COSTSWAP - Editorial

iceknight1093 · April 9, 2025, 5:00pm

PROBLEM LINK:

Practice
Contest: Division 1
Contest: Division 2
Contest: Division 3
Contest: Division 4

Author: wuhudsm
Tester: sushil2006
Editorialist: iceknight1093

DIFFICULTY:

Medium

PREREQUISITES:

Dynamic Programming

PROBLEM:

For two binary strings S and T, you can perform the following operations:

Choose 1 \leq i \leq j \leq N and swap S_i with S_j.
This has a cost of A if S_i = 1 after swapping, and a cost of B otherwise.
Choose 1 \leq i \leq j \leq N and swap T_i with T_j.
This has a cost of C if T_i = 1 after swapping, and a cost of D otherwise.

Define f(S, T) to be the minimum cost of making S equal to T, and 0 if it’s impossible to make them equal.
Given N, A, B, C, D, compute the sum of f(S, T) across all 4^N pairs of binary strings of length N.

EXPLANATION:

First, we of course need to figure out how to compute f(S, T) for fixed binary strings S and T.
The only operations with us allow us to rearrange S or T, so if S and T aren’t rearrangements of each other then the answer is immediately 0.

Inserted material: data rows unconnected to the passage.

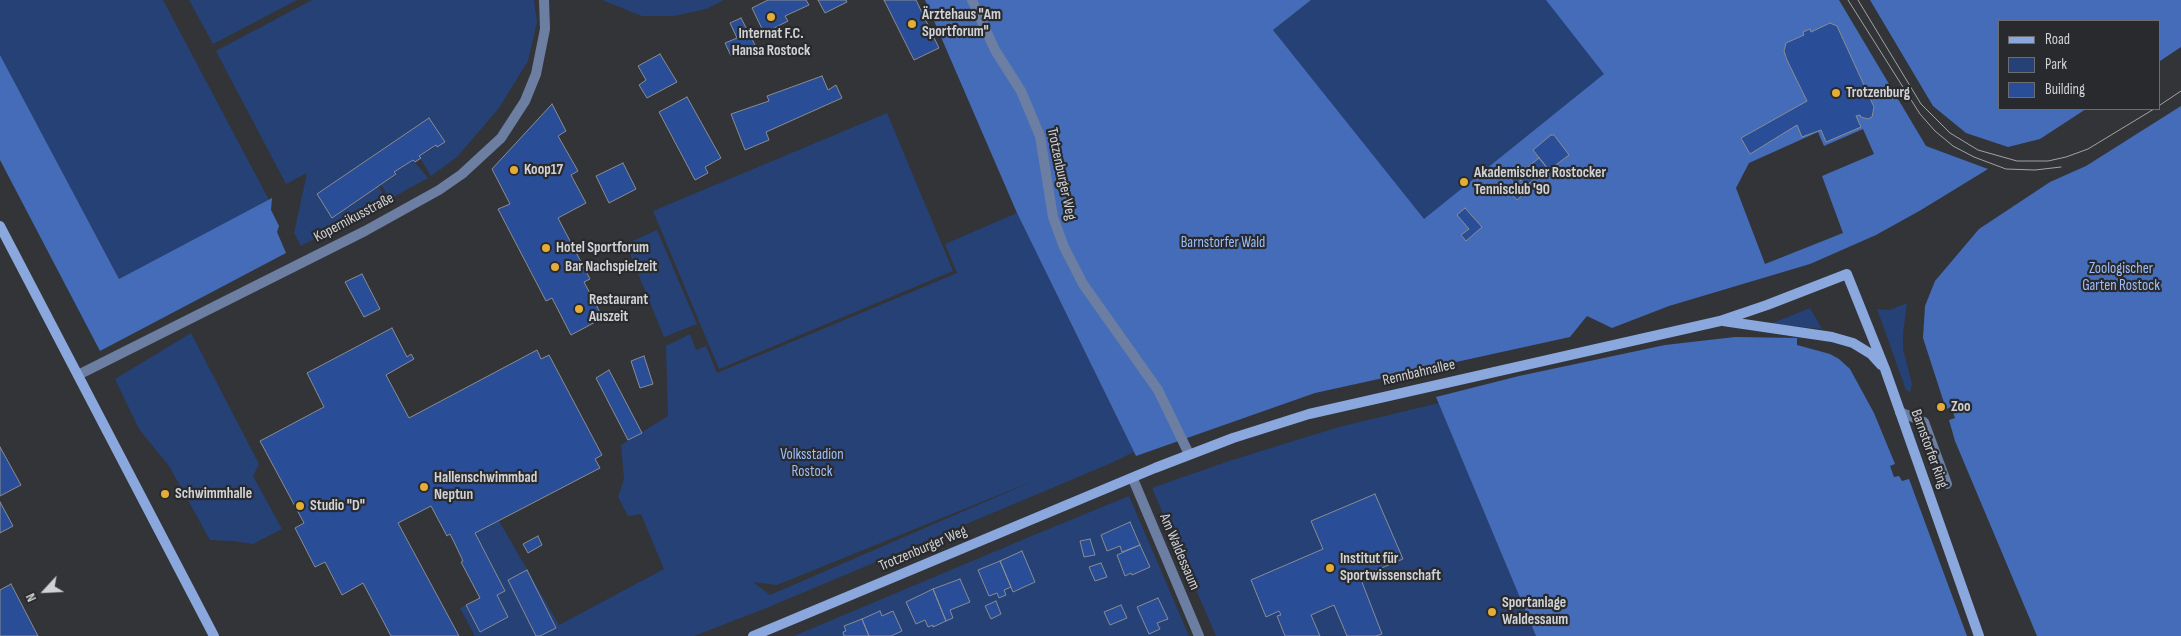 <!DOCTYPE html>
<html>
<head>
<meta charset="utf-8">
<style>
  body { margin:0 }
  #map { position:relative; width:2181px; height:636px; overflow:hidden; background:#323438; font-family:"Sofia Sans Condensed",sans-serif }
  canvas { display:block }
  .legend { position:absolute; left:1998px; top:20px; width:162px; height:90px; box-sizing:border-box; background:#282a2e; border:1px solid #6b6d70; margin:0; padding:6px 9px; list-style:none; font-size:15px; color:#d0d2d4 }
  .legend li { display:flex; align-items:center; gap:10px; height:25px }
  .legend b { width:25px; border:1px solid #6b6d70 }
  .north { position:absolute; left:20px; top:566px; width:50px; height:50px; -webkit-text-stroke:4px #282a2e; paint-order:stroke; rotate:245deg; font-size:14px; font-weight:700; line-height:20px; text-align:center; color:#d0d2d4 }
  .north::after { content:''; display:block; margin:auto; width:18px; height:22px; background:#d0d2d4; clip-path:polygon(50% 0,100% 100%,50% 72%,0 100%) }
</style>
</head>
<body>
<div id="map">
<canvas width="2181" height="636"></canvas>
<ul class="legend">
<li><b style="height:6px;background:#8aa8de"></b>Road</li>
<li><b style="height:14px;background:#264176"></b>Park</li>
<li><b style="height:14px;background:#294e97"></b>Building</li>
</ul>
<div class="north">N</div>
</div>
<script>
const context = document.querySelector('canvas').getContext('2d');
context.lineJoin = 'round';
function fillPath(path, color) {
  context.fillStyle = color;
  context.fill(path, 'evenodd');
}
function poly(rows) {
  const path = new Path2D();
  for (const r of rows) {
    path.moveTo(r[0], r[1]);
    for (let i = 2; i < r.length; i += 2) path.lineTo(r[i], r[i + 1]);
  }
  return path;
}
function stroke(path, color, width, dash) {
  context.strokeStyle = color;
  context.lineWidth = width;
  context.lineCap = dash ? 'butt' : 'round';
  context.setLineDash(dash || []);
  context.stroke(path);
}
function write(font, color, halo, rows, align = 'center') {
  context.font = font + ' "Sofia Sans Condensed",sans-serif';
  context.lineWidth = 4.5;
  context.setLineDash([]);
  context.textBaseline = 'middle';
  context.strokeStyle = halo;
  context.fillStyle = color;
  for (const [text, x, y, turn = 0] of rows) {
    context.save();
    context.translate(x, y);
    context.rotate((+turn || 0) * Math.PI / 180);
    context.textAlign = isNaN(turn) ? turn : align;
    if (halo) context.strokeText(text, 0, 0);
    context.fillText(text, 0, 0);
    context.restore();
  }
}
const green = poly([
  [0,0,163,0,269,200,119,279,0,55],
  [189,0,297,0,213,44],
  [312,0,534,0,537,22,528,61,499,108,457,157,431,176,419,156,445,142,429,118,317,194,333,218,378,186,387,200,301,246,294,233,307,173,286,184,216,51],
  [602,0,724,0,706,9,674,16,642,16],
  [1311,0,1560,0,1640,102,1447,262,1273,30],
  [887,113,953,271,719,369,653,211],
  [413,160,428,178,390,199,381,185,396,175,394,172],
  [1017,213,1134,452,1109,464,764,609,694,636,475,636,460,608,466,605,480,632,508,617,497,595,505,591,475,533,499,521,559,625,664,569,641,514,628,516,618,497,624,479,621,445,668,416,666,346,690,334,696,350,706,346,717,373,957,273,945,244],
  [1038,479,770,595,753,582,777,585],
  [657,230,697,324,664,337,626,244],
  [1907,303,1903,334,1903,349,1912,384,1910,392,1906,390,1877,309,1890,310],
  [1810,308,1822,329,1770,324],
  [191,333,259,464,253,476,282,529,253,544,234,541,210,540,169,466,139,429,115,379],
  [1439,403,1536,636,1216,636,1152,488,1229,461,1339,427],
  [1129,496,1189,636,794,636,1034,535]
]);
const forest = poly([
  [925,0,1311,0,1273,30,1424,219,1604,74,1546,0,1839,0,1926,146,1988,169,1921,210,1876,235,1810,264,1669,306,1612,328,1587,316,1570,337,1315,393,1136,456,1017,213],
  [1863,129,1874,154,1822,176,1843,233,1765,264,1736,188,1749,163,1818,132,1824,146],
  [1870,0,2181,0,2181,47,2160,61,2160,21,2000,21,2000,109,2086,109,2040,139,2008,147,1966,133,1933,106],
  [0,55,119,279,272,198,271,210,279,226,277,232,286,253,100,351,0,160],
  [2181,106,2181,636,2037,636,1955,441,1949,420,1955,418,1951,407,1946,409,1923,338,1925,306,1935,281,1979,229,2050,182,2086,166],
  [1735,337,1797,338,1797,345,1830,354,1839,359,1850,369,1874,413,1895,464,1890,466,1894,477,1899,476,1902,481,1909,479,1967,636,1536,636,1436,397,1519,376,1665,345]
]);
const building = poly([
  [768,0,806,0,809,5,785,16,788,21,764,33,752,8,768,0],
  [818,0,846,0,847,2,825,13,818,0],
  [884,0,916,0,939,48,914,60,884,0],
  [741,18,755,45,731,56,725,43,737,38,730,23,741,18],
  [1830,23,1837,26,1874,107,1872,117,1868,119,1861,117,1860,115,1856,116,1861,127,1826,142,1821,130,1802,137,1797,125,1750,154,1741,138,1807,101,1787,60,1784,51,1786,43,1804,35,1803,32,1810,29,1811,32,1830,23],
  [660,54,677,82,647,98,639,85,646,80,638,66,660,54],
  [822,76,828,90,836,85,842,98,766,132,769,140,745,150,731,114,769,101,767,96,822,76],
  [687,97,721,158,705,167,708,173,695,180,659,112,687,97],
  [552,104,566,131,558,136,578,171,571,175,586,203,558,218,590,279,584,282,603,318,571,335,552,298,546,301,498,209,510,204,492,169,552,104],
  [429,118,445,142,437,147,436,145,419,156,421,158,415,162,413,160,394,172,396,174,332,218,317,194,429,118],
  [1551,135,1554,135,1569,155,1549,170,1533,150,1551,135],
  [1539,158,1547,168,1526,186,1528,190,1517,200,1510,192,1523,182,1521,180,1515,184,1509,177,1515,173,1517,176,1539,158],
  [623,163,636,189,609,203,596,176,623,163],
  [1465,208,1482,227,1466,241,1461,235,1469,229,1457,215,1465,208],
  [362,274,380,309,364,317,345,282,362,274],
  [392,328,407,357,411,354,414,359,386,375,409,418,537,350,541,359,549,355,602,455,595,459,600,468,475,533,505,591,497,595,508,617,480,632,466,605,480,598,461,562,463,561,455,544,450,534,447,536,431,506,398,523,459,636,391,636,363,583,342,595,325,562,315,567,295,528,304,523,260,441,324,407,307,373,392,328],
  [644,356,653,384,640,388,631,361,644,356],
  [609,370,642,433,628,440,596,378,609,370],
  [0,447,21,485,0,496,0,447],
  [1375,494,1403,559,1360,577,1382,634,1376,636,1347,636,1334,605,1311,615,1320,636,1285,636,1277,616,1281,615,1279,611,1266,617,1251,580,1323,549,1311,521,1375,494],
  [0,502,13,526,0,533,0,502],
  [1130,522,1140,545,1122,552,1120,546,1107,551,1101,535,1130,522],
  [538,536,542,545,528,553,523,544,538,536],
  [1090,539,1095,555,1084,557,1080,541,1090,539],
  [1140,545,1150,567,1132,575,1131,573,1125,576,1117,555,1140,545],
  [1022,551,1035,582,1013,592,1000,561,1022,551],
  [1000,561,1011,587,1004,590,1006,595,999,598,997,593,989,596,978,570,1000,561],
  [1101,563,1107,577,1095,581,1089,567,1101,563],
  [527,570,556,628,540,636,536,636,508,580,527,570],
  [960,579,970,602,950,610,953,618,946,621,933,589,960,579],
  [11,584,38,636,0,636,0,590,11,584],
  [933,589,946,621,933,627,933,625,928,627,925,620,916,624,906,602,933,589],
  [1158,598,1168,619,1157,623,1160,629,1149,634,1137,607,1158,598],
  [996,601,1001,614,991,619,985,606,996,601],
  [1121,605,1127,618,1110,625,1104,612,1121,605],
  [880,611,882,616,893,611,902,631,891,636,869,636,862,619,880,611],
  [862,619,869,636,844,636,843,632,846,631,844,626,862,619]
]);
const street = poly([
  [972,0,995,50,1021,91,1040,136,1053,217,1064,247,1083,284,1158,390,1189,454],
  [78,375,365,231,439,190,462,174,501,138,525,101,536,74,545,29,544,0],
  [1900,412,1924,422,1947,484],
  [1133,479,1199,636]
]);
const secondary = poly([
  [0,226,214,636],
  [1723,321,1832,337,1853,343,1871,354,1881,365],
  [753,636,1155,468,1233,438,1309,414,1720,321,1767,305,1847,274,1885,369,1979,636]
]);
const tram = poly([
  [1848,0,1920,114,1935,131,1953,146,1974,157,2006,169,2035,170,2061,167],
  [1858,0,1921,104,1950,133,1978,150,2017,161,2048,161,2066,157,2088,149,2154,109],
  [2160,105,2181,91]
]);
const markers = [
  [771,17,5,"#e4ad35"],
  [912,24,5,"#e4ad35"],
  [1836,93,5,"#e4ad35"],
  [514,170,5,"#e4ad35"],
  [1464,182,5,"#e4ad35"],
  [546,248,5,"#e4ad35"],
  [555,267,5,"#e4ad35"],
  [579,309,5,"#e4ad35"],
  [1941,407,5,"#e4ad35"],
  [424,487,5,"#e4ad35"],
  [165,494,5,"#e4ad35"],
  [300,506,5,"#e4ad35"],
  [1330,568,5,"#e4ad35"],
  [1492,612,5,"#e4ad35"]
];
const poiNames = [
  ["Ärztehaus \"Am",922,15],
  ["Sportforum\"",922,32],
  ["Internat F.C.",771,34,"center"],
  ["Hansa Rostock",771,51,"center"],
  ["Trotzenburg",1846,93],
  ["Koop17",524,170],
  ["Akademischer Rostocker",1474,173],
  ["Tennisclub '90",1474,190],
  ["Hotel Sportforum",556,248],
  ["Bar Nachspielzeit",565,267],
  ["Restaurant",589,300],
  ["Auszeit",589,317],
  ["Zoo",1951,407],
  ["Hallenschwimmbad",434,478],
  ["Neptun",434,495],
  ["Schwimmhalle",175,494],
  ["Studio \"D\"",310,506],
  ["Institut für",1340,559],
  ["Sportwissenschaft",1340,576],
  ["Sportanlage",1502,603],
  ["Waldessaum",1502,620]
];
const streetNames = [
  ["Trotzenburger Weg",1061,174,78],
  ["Kopernikusstraße",354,218,-28],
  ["Rennbahnallee",1419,373,-13],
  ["Barnstorfer Ring",1929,449,70],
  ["Trotzenburger Weg",923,549,-23],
  ["Am Waldessaum",1179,552,67]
];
const parkNames = [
  ["Barnstorfer Wald",1223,243],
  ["Zoologischer",2121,269],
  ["Garten Rostock",2121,286],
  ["Volksstadion",812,455],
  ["Rostock",812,472]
];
fillPath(green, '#264176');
fillPath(forest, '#456cb8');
fillPath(building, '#294e97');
stroke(building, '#8a8c91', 1);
stroke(street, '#6c7ea1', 10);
stroke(secondary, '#8aa8de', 10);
stroke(tram, '#a1a3a5', 1);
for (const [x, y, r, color] of markers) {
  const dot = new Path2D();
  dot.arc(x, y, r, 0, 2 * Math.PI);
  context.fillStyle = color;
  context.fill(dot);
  stroke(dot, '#282a2e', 2);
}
write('bold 15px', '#d0d2d4', '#282a2e', poiNames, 'left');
write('15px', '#d0d2d4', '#282a2e', streetNames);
write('15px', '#9dbefb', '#282a2e', parkNames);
</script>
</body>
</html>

Now, suppose S and T are indeed rearrangements of each other.
Each index i can be one of four types:

S_i = T_i = 0, called a 00-type.
S_i = T_i = 1, called a 11-type.
S_i = 0, T_i = 1, called a 01-type.
S_i = 1, T_i = 0, called a 10-type.

We can make a few observations after classifying indices this way:

S and T will be equal if and only if every index is either a 00 type or a 11 type.
If S and T are rearrangements of each other, the number of 01 types must equal the number of 10 types (otherwise their counts of zeros and ones won’t match).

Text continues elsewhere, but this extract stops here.